A procuradora-geral da República, Elizeta Ramos, pediu ao Supremo Tribunal Federal (STF) que reconheça a repercussão geral do Recurso Extraordinário em que se debate a demarcação de territórios quilombolas. Em manifestação à Corte, ela reitera posicionamento do Ministério Público Federal (MPF), contrário à existência de um marco temporal que condicione o processo de reconhecimento e demarcação das terras ocupadas por remanescentes de quilombos. No documento, a PGR pede que o relator do processo, Edson Fachin, submeta a matéria ao Plenário Virtual para que os ministros deliberem sobre a existência de repercussão geral da matéria e desde logo fixem tese rechaçando o marco temporal.
O recurso se origina de uma ação de anulação de processo demarcatório em que o Instituto Nacional de Colonização e Reforma Agrária (Incra) caracterizou um imóvel rural como pertencente à área de ocupação quilombola. Ao julgar o processo, a Justiça Federal sul-mato-grossense baseou-se no fundamento de que somente as terras ocupadas até a data da promulgação da Constituição Federal (5 de outubro de 1988) poderiam ser reconhecidas nos moldes do procedimento do Incra. O MPF recorreu da sentença.
O parecer de Elizeta Ramos reforça os argumentos apresentados pela Procuradoria-Geral da República em memorial, no ano passado, à luz do recente julgamento em que rejeitada a tese do marco temporal em relação aos indígenas. Ela considera que a controvérsia é de natureza constitucional e ultrapassa os interesses das partes, além de ter relevância social, política e jurídica. “A possibilidade de reafirmação da jurisprudência dominante na mesma assentada em que apreciada a repercussão geral decorre da concretização de entendimento consagrado pelo Tribunal”, esclareceu, ao defender que a matéria exige que seja firmado entendimento vinculante para nortear todo o Judiciário brasileiro.
A procuradora-geral lembra o recente julgamento do Supremo no RE 1.017.365, Tema 1031 da sistemática da Repercussão Geral. Marcado por um profundo debate, o julgamento acerca da existência de um marco temporal para os territórios indígenas levou à construção coletiva de uma extensa tese, com 13 pontos referentes à territorialidade tradicional. No ponto III, a Corte assentou que a proteção constitucional aos direitos originários sobre as terras ocupadas por indígenas não depende da existência de um marco temporal ou da configuração do renitente esbulho.

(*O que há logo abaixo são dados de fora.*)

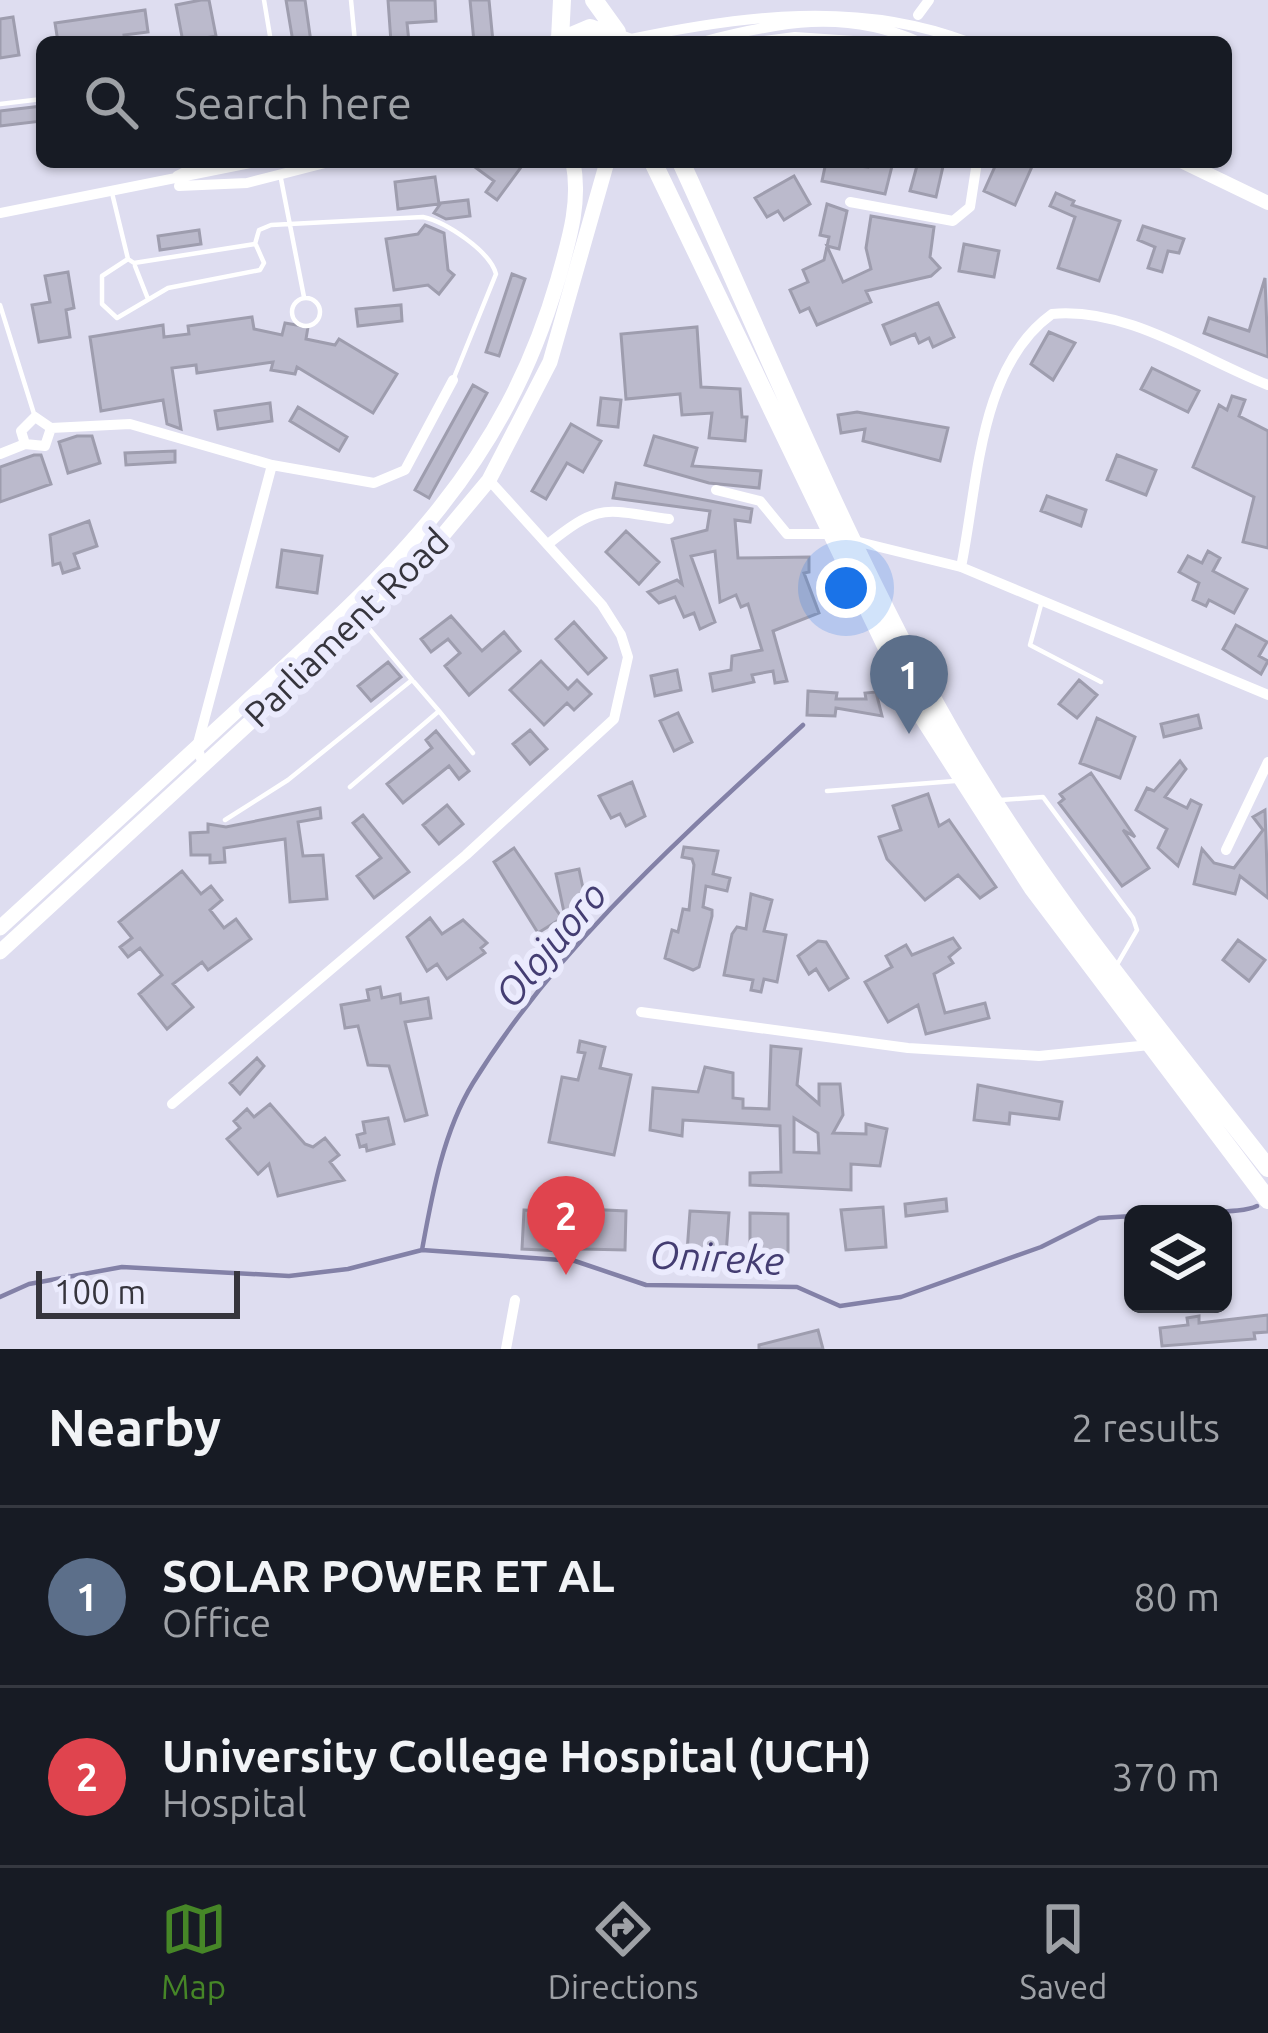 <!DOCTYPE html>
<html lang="en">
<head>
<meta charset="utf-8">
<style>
	:root { --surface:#171b24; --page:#242831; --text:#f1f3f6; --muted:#9ea1a6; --line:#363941; --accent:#468627 }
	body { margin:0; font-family:Ubuntu,sans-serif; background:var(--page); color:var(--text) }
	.controls { position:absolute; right:36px; bottom:36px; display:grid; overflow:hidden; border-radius:18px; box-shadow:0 3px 9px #0004 }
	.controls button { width:108px; height:108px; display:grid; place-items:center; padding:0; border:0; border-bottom:3px solid var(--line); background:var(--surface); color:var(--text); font:60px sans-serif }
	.scale { position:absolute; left:36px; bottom:30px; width:204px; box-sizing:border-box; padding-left:12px; border:6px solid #36353d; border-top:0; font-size:33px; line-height:42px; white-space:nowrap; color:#36353d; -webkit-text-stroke:9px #ebebfd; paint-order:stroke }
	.you { position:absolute; left:846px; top:588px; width:42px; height:42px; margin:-30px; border:9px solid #fff; border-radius:50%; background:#1a73e8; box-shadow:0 0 0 18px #1a73e833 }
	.badge { display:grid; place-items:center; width:78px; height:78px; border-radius:50%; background:var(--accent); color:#fff; font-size:39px; font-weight:700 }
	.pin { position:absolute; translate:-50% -99px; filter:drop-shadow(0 3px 6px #0008) }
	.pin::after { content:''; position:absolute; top:63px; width:42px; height:36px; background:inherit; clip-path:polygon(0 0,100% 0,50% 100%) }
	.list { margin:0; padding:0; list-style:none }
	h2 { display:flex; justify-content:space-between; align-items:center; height:156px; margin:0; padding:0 48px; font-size:51px }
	h2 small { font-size:39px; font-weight:400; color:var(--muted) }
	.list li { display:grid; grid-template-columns:78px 1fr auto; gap:36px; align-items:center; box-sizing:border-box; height:180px; padding:0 48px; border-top:3px solid var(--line) }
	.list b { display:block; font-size:45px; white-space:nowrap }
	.list p { margin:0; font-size:39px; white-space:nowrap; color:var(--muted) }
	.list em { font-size:39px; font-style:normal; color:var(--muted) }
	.icon { flex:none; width:66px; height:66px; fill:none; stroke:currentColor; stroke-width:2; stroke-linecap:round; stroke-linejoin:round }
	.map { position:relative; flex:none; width:1268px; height:1349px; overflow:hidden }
	.search { position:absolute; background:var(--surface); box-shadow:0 3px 9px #0004; left:36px; right:36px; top:36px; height:132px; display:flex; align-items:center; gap:30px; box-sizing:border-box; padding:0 42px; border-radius:18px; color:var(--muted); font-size:45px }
	.sheet { height:516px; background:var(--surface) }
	nav { display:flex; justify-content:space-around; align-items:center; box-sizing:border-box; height:168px; border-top:3px solid var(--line); background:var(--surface); font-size:33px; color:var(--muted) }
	nav a { display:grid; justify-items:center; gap:6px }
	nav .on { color:var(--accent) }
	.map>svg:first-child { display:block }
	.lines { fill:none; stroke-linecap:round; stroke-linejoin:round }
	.stream { stroke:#8381a7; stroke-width:4.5 }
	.building { fill:#bbbacc; stroke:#9e9dae; stroke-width:3; fill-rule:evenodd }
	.service { stroke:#fff; stroke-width:4.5 }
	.minor { stroke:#fff; stroke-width:10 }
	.tertiary { stroke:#fff; stroke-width:14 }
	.secondary { stroke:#fff; stroke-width:15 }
	.trunk { stroke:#fff; stroke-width:18 }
	.labels { text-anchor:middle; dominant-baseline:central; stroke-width:12; stroke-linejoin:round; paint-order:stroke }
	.street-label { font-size:36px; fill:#36353d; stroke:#ebebfd }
	.water-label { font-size:39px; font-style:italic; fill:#443d72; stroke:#ebebfd }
</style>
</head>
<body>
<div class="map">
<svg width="1268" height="1349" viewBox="0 0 1268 1349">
	<rect width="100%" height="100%" fill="#deddf0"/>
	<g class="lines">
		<path class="stream" d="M 1180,1214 C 1202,1210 1241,1214 1257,1206
			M 422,1250 C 432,1195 443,1132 473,1083 C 558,945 685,834 803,725
			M 0,1297 L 29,1284 L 122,1267 L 289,1276 L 348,1269 L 422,1250 L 575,1261 L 646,1285 L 797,1287 L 840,1306 L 901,1297 L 1041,1247 L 1099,1218 L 1133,1216"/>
	</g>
	<path class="building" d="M 201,0 L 209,0 L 216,36 L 183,42 L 176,5 Z
		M 286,0 L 305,0 L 311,42 L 293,42 Z
		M 388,0 L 435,0 L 436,21 L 407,23 L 409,42 L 391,42 Z
		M 470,0 L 489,0 L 493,42 L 474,42 Z
		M 145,10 L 148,32 L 124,35 L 125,42 L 58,42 L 55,23 Z
		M 13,17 L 19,55 L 0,58 L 0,19 Z
		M 42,106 L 42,121 L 0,126 L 0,111 Z
		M 468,162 L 516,162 L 522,166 L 497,200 L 486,192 L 494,181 Z
		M 826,162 L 868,167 L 869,162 L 893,162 L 885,194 L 822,181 Z
		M 918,162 L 944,162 L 936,197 L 910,191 Z
		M 997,162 L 1034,162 L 1015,205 L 984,191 Z
		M 794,176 L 810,204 L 784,220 L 778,211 L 767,217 L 755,198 Z
		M 435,177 L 439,204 L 398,209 L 395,182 Z
		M 1056,193 L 1074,201 L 1072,205 L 1120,221 L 1099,281 L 1058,268 L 1075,217 L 1050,206 Z
		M 468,200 L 470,216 L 446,219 L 434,213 L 441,203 Z
		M 827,204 L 847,211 L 839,249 L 827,246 L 843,282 L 871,269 L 866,248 L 871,216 L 934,227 L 930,257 L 940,268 L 931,276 L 866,291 L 871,302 L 817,325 L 809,308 L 800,312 L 790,290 L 808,282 L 803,270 L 824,260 L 829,237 L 820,235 Z
		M 425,225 L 444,233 L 448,270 L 454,275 L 439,294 L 428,285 L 394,290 L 386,239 L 418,234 Z
		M 1143,226 L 1184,239 L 1179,253 L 1168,251 L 1162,272 L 1148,268 L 1155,247 L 1138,240 Z
		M 199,230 L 201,244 L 160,250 L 158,236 Z
		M 964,244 L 999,251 L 994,277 L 959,271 Z
		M 68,272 L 74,308 L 66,310 L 70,337 L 39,342 L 32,305 L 50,302 L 45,276 Z
		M 512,274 L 525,279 L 499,356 L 486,352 Z
		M 1265,278 L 1268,357 L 1204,333 L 1209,318 L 1249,331 Z
		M 938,303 L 954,337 L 933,347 L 929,338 L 919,343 L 915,334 L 891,344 L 883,325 Z
		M 401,305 L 402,321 L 358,326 L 356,309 Z
		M 252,317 L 254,329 L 282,335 L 285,323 L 308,327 L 306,339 L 335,345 L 339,339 L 397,374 L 373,413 L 297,367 L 295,374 L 271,370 L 273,362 L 197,373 L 196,365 L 172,368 L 181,429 L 167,424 L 163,400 L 101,411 L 90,337 L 163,325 L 164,337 L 189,334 L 188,326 Z
		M 697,327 L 701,387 L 740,389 L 742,417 L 747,417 L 745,441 L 709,438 L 712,413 L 682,415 L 680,394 L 626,399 L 621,334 Z
		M 1049,332 L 1075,343 L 1053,380 L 1031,364 Z
		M 1152,368 L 1199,391 L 1188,412 L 1141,389 Z
		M 473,385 L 487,393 L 429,498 L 415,490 Z
		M 1232,396 L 1245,400 L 1239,416 L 1268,431 L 1268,548 L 1243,542 L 1254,497 L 1193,467 L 1219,405 L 1227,410 Z
		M 601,398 L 621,400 L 618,427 L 598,425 Z
		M 270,403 L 272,421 L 218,429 L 215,411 Z
		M 298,407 L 347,437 L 339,451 L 290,421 Z
		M 857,412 L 948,428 L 940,461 L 863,441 L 865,429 L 841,433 L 838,415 Z
		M 571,424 L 601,441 L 583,472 L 567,463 L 546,499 L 532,491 Z
		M 77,436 L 92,436 L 100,463 L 68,473 L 59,442 Z
		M 654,436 L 697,448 L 692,466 L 761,471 L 759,488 L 709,483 L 645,465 Z
		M 175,451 L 175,462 L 126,465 L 125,453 Z
		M 34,455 L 41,455 L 51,484 L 0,502 L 0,467 Z
		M 1117,455 L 1156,470 L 1146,495 L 1107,480 Z
		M 616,483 L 752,509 L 750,522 L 735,520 L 738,558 L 809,557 L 809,572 L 804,573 L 819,613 L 773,631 L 787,681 L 775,683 L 773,671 L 752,675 L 754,682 L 713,691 L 710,674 L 731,670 L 732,656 L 762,650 L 748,604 L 741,607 L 736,595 L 720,602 L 715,551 L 691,556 L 715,622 L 700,629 L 694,613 L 684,617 L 675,597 L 659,603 L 648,592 L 677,580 L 682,584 L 672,539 L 707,530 L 710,511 L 613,498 Z
		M 1047,496 L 1086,510 L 1081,526 L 1041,511 Z
		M 89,521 L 97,546 L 74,554 L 79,568 L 63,573 L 60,563 L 53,565 L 50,535 Z
		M 626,531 L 659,562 L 639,584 L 606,552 Z
		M 282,550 L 322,556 L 317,593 L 277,587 Z
		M 1208,551 L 1220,558 L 1213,571 L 1247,589 L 1234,613 L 1209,600 L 1206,606 L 1193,600 L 1199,583 L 1179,572 L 1188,556 L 1202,563 Z
		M 451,616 L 482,651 L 504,632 L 520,651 L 469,695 L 445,666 L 460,653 L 448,639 L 431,652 L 421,639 Z
		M 574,622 L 606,658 L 588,674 L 556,639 Z
		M 1236,625 L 1267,642 L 1259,656 L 1268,661 L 1261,674 L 1223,649 Z
		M 541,661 L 568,689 L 577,680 L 591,694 L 574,710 L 567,703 L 544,725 L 510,690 Z
		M 388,662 L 401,677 L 371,701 L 358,686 Z
		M 677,670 L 681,690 L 655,696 L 651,676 Z
		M 1079,680 L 1097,695 L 1077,718 L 1059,704 Z
		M 808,691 L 837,693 L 836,699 L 866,699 L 865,693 L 876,692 L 882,716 L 836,708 L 835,716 L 807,715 Z
		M 678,713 L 692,742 L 674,751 L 660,721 Z
		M 1198,715 L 1201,728 L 1164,737 L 1161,724 Z
		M 1097,718 L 1135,737 L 1120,778 L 1080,763 Z
		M 530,730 L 547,749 L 530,764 L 513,744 Z
		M 436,731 L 469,771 L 459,779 L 449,766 L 403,803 L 387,784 L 432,748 L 426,740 Z
		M 1180,761 L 1186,769 L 1165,797 L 1187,808 L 1191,800 L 1201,805 L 1178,866 L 1158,848 L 1167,829 L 1136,810 L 1147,788 L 1154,791 Z
		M 1091,773 L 1135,837 L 1123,830 L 1149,868 L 1122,886 L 1059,803 L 1064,799 L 1060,794 Z
		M 632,782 L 645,816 L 626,826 L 620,814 L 611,818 L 599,796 Z
		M 928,794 L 939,826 L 949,820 L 996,887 L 980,898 L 958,875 L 925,900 L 887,859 L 879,837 L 901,830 L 893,806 Z
		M 447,805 L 463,824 L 439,844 L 423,825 Z
		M 320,808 L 321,818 L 298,822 L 303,856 L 323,855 L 327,899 L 290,902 L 285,839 L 224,848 L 225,862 L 210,863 L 210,855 L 191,855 L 190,833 L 208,832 L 208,824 L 226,827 Z
		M 1265,810 L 1268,898 L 1240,876 L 1235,894 L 1194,884 L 1202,849 L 1214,863 L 1234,868 L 1263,830 L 1253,817 Z
		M 363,815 L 409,872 L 374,898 L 357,876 L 381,858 L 353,823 Z
		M 684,847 L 718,851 L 713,874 L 730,878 L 727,891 L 706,886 L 703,907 L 712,910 L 712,916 L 699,967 L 693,970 L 665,958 L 672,930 L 678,932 L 683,909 L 689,910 L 694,865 L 692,859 L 682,857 Z
		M 514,848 L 562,918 L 538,933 L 494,862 Z
		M 579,869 L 588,912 L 565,917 L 556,874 Z
		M 182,871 L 201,894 L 211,886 L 222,900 L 210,910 L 224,928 L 236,919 L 251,939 L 208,970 L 202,962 L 173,984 L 193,1007 L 167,1029 L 139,994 L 162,975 L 140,948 L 128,957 L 120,947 L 132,938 L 119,922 Z
		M 751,894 L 772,900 L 764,931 L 786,935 L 777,982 L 764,979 L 761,992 L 751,990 L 753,980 L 724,975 L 732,934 L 737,927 L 746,929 Z
		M 430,918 L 442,934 L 463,920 L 487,943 L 481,948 L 485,953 L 447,979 L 437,964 L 427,971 L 407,937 Z
		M 953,938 L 960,948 L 949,957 L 953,963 L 934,974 L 945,1013 L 985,1003 L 989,1018 L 926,1034 L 918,1005 L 888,1022 L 865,982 L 892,967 L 886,956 L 906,945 L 912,955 Z
		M 1238,940 L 1265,960 L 1249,981 L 1223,960 Z
		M 818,941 L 826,942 L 848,978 L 829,990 L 816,969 L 809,974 L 798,956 Z
		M 380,987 L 382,998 L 400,994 L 401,1003 L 428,998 L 431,1018 L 405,1022 L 427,1115 L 405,1121 L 389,1066 L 368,1065 L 358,1026 L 345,1028 L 341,1005 L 369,1000 L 367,990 Z
		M 580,1041 L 605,1047 L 600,1068 L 631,1075 L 614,1155 L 549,1142 L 562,1077 L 578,1080 L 585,1053 L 578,1052 Z
		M 771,1046 L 801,1049 L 797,1085 L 819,1104 L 819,1084 L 840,1084 L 843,1115 L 833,1133 L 866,1134 L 866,1124 L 887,1129 L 880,1166 L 851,1164 L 851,1190 L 750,1185 L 750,1173 L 781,1172 L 780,1126 L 683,1120 L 682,1136 L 650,1130 L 653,1088 L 698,1092 L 705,1067 L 733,1073 L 733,1098 L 743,1099 L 743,1108 L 769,1109 ZM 794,1118 L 818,1133 L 819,1153 L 794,1152 Z
		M 257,1058 L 264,1066 L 240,1094 L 230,1083 Z
		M 978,1085 L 1062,1102 L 1059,1119 L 1010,1113 L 1009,1124 L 974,1120 Z
		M 270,1104 L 305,1144 L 313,1147 L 325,1138 L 339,1155 L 330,1162 L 344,1180 L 278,1196 L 269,1164 L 258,1174 L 227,1139 L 240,1128 L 234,1121 L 247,1109 L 254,1117 Z
		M 388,1118 L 394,1144 L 367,1151 L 366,1145 L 360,1147 L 357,1135 L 365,1133 L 363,1122 Z
		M 946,1199 L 947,1211 L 906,1216 L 905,1204 Z
		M 883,1207 L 886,1247 L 846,1250 L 841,1210 Z
		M 585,1209 L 626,1211 L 625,1250 L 583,1249 Z
		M 524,1210 L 562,1212 L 561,1251 L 522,1249 Z
		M 690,1211 L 729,1213 L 726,1255 L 687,1252 Z
		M 750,1213 L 788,1214 L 788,1252 L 750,1252 Z
		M 1268,1315 L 1268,1332 L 1254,1333 L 1255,1339 L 1162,1346 L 1160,1328 L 1188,1325 L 1187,1318 L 1199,1316 L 1199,1323 Z
		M 818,1330 L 823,1349 L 759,1349 L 759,1345 Z"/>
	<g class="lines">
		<path class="service" d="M 264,0 L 271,42
			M 351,0 L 355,42
			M 0,104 L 42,99
			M 281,179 L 304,297
			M 112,193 L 128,259 L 134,263 L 255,244
			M 255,244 L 259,230 L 271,225 L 423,217 C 446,222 490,251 496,274 L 453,380
			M 128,259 L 102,276 L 102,304 L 117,318 L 168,288 L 260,270 L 264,263 L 256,245
			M 135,266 L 148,299
			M292 312a14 14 0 1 1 28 0a14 14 0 1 1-28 0Z
			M 0,305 L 35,417
			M 1042,601 L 1030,645 L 1101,682
			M 439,711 L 473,753
			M 350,787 L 439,711 L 414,682
			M 827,791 L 955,781
			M 1001,800 L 1043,797 L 1133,918 L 1137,930 L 1118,963
			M 225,820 L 288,780 L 412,680 L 366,625"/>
		<path class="minor" d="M 918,15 L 929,0
			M 626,40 C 742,15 859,0 968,42
			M 702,42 C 778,22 845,9 919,42
			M 757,42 L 795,37 L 868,42
			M 177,176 L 205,162
			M 179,186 L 247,183 L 329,162
			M 850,202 L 953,221 L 970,207 L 977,162
			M 0,213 L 256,162
			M 25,444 L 21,431 L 35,417 L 51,428 L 130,424 L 272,465 L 374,483 L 405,470 L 453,380
			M 0,454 L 25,444 L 45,446 L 51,428
			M 716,490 L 760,501 L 787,534 L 830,534
			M 851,540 L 961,567 L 1268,695
			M 548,544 C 601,502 603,510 669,519
			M 961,567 C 978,486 978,367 1052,314 C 1127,307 1200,358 1268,385
			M 203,764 L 197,747 L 272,465
			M 1226,850 L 1268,762
			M 641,1012 L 908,1048 L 1039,1056 L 1150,1045
			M 172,1104 L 466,855 L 614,719 L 628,657 L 621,635 L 602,605 L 489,480
			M 506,1349 L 515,1300"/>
		<path class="tertiary" d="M 1183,162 L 1268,203"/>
		<path class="secondary" d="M 0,928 C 81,854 162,780 243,705 C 387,573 501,475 558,279 C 569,240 581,202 573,162
			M 0,952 L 408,577 L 489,480 L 550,362 L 607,162"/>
		<path class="trunk" d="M 594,0 L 617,32
			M 560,39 L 562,0
			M 557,42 L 590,28 L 628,42
			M 653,162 L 912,700 L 1032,887 L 1268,1200
			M 681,162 C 768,351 846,547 949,728 C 1038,885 1157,1026 1268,1168"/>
	</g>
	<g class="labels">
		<g class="street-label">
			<text transform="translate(346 627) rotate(-44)">Parliament Road</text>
		</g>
		<g class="water-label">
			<text transform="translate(550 944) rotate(-50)">Olojuoro</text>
			<text transform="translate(717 1257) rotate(3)">Onireke</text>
		</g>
	</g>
</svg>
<div class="controls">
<button><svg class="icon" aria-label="layers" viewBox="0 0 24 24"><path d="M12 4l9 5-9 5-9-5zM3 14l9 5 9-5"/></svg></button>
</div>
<div class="scale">100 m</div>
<div class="you"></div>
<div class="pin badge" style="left:909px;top:734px;background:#5c6f8a">1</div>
<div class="pin badge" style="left:566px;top:1275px;background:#e0444e">2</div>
<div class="search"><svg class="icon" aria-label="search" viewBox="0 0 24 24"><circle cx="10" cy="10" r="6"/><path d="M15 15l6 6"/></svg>Search here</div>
</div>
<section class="sheet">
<h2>Nearby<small>2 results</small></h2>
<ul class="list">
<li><span class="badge" style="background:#5c6f8a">1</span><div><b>SOLAR POWER ET AL</b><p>Office</p></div><em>80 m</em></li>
<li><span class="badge" style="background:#e0444e">2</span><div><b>University College Hospital (UCH)</b><p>Hospital</p></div><em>370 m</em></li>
</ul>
</section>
<nav>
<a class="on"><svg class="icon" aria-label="map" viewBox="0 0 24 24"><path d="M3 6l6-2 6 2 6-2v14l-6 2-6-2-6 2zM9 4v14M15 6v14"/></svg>Map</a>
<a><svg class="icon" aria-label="directions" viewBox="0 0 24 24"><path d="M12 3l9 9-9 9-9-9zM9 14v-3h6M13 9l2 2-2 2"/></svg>Directions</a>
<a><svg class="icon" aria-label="saved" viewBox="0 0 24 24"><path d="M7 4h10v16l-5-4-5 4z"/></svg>Saved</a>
</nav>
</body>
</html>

Apesar de o Tema 1031 ter por objeto os territórios indígenas, Elizeta Ramos lembrou que “tendo em conta a unidade conceitual de povos e comunidades tradicionais há convergência na premissa de rechaçar o marco temporal”. A demanda, segundo ela, tem estrita identidade fático-jurídica com o referido caso e também com a Ação Direta de Inconstitucionalidade (ADI) 3.239. Ao julgá-la, o STF reconheceu o direito das populações remanescentes de quilombos a territórios, ainda que a terra tenha sido titulada, devendo ocorrer a desapropriação em vez do afastamento do reconhecimento do território como quilombola.
Tese – Considerando os termos do art. 68 do Ato das Disposições Constitucionais Transitórias (ADCT) e os precedentes firmados pelo STF, Ramos sugeriu a seguinte tese para fixação de tema de repercussão geral: “A proteção constitucional aos direitos originários sobre as terras que as comunidades quilombolas e outros povos tradicionais ocupam independe da existência de um marco temporal em 5 de outubro de 1988 ou da configuração do renitente esbulho, como conflito físico ou controvérsia judicial persistente à data da promulgação da Constituição, aplicando-se para sua demarcação a sistemática do Decreto 4.887 e, no que compatível, as diretrizes fixadas no exame do Tema 1031, nos termos decididos na ADI 3.239 e no ARE 1.360.309”.